• [RECORDED INFORMATION]
# # # # # # #

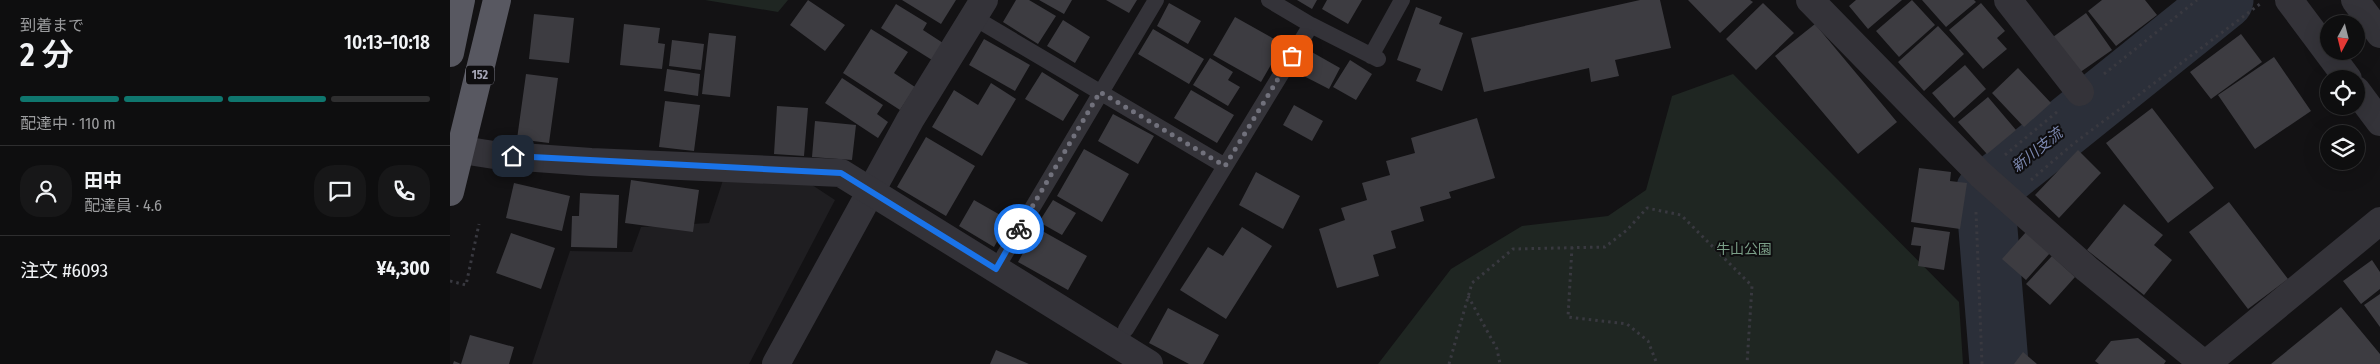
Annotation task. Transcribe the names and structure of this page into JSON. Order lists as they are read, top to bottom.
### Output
{
  "streets": {
    "highway": ["152"]
  },
  "water": ["新川支流"],
  "parks": ["牛山公園"],
  "north": "bottom",
  "page": {
    "heading": ["2 分", "到着まで", "10:13–10:18"],
    "panel": [
      "田中",
      "配達員 · 4.6",
      "注文 #6093",
      "¥4,300"
    ],
    "bar": "配達中 · 110 m"
  }
}
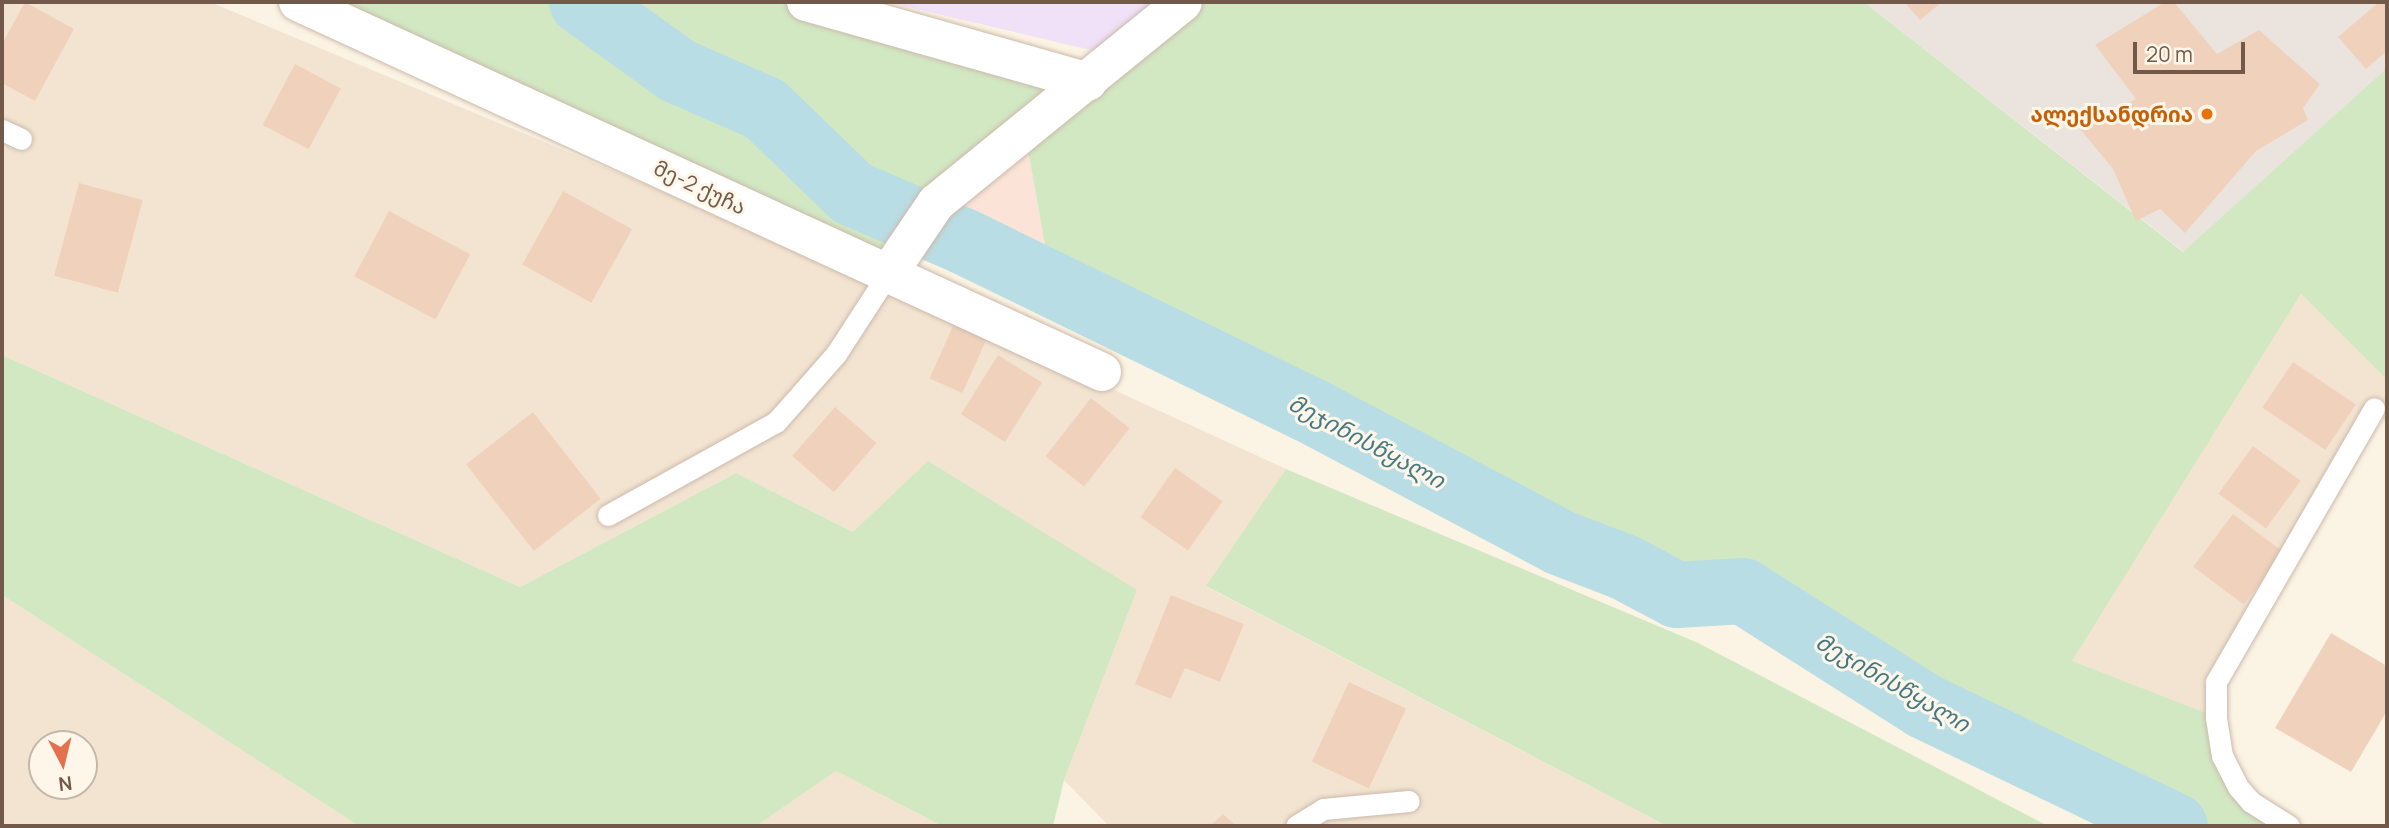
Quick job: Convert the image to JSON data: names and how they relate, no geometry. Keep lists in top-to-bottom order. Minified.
{"streets":{"street":["მე-2 ქუჩა"]},"water":["მეჯინისწყალი"],"places":["ალექსანდრია"],"scale_bar":"20 m","north":"bottom"}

# # # # # # #

• [WHAT THIS TASK INVOLVES] Transcribe the material as is, with images omitted.

• [PROBLEM SOLUTION]
Annotation task. Transcribe the names and structure of this page into JSON. Order lists as they are read, top to bottom.
### Output
{
  "streets": {
    "highway": ["152"]
  },
  "water": ["新川支流"],
  "parks": ["牛山公園"],
  "north": "bottom",
  "page": {
    "heading": ["2 分", "到着まで", "10:13–10:18"],
    "panel": [
      "田中",
      "配達員 · 4.6",
      "注文 #6093",
      "¥4,300"
    ],
    "bar": "配達中 · 110 m"
  }
}
Quick job: Convert the image to JSON data: names and how they relate, no geometry. Keep lists in top-to-bottom order. Minified.
{"streets":{"street":["მე-2 ქუჩა"]},"water":["მეჯინისწყალი"],"places":["ალექსანდრია"],"scale_bar":"20 m","north":"bottom"}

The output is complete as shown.